Sort the Matrix Diagonally

Sort the Matrix Diagonally - Problem

A matrix diagonal is a diagonal line of cells starting from some cell in either the topmost row or leftmost column and going in the bottom-right direction until reaching the matrix's end.

For example, the matrix diagonal starting from mat[2][0], where mat is a 6 x 3 matrix, includes cells mat[2][0], mat[3][1], and mat[4][2].

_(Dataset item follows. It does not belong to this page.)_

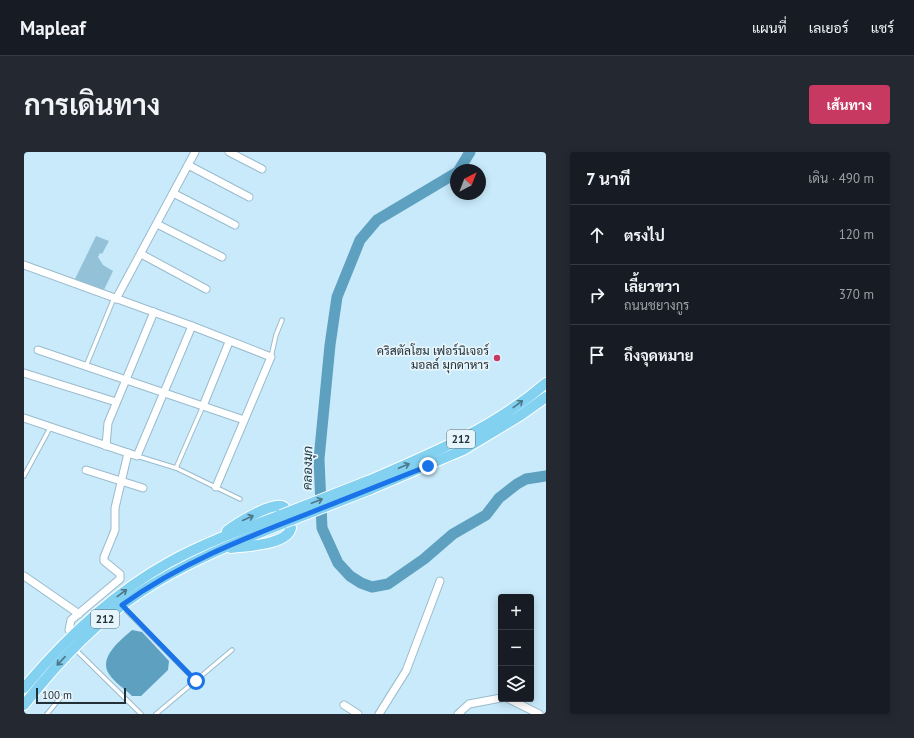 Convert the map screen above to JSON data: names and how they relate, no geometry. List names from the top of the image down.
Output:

Given an m x n matrix mat of integers, sort each matrix diagonal in ascending order and return the resulting matrix.

Input & Output

Example 1 — Basic 3x3 Matrix

$ Input: mat = [[3,3,1,1],[2,2,1,2],[1,1,1,2]]

› Output: [[1,1,1,1],[1,2,2,2],[1,2,3,3]]

💡 Note: Main diagonal [3,2,1] becomes [1,2,3]. Diagonal starting at [0,1]: [3,2,1] becomes [1,2,3]. Each diagonal is sorted independently while maintaining structure.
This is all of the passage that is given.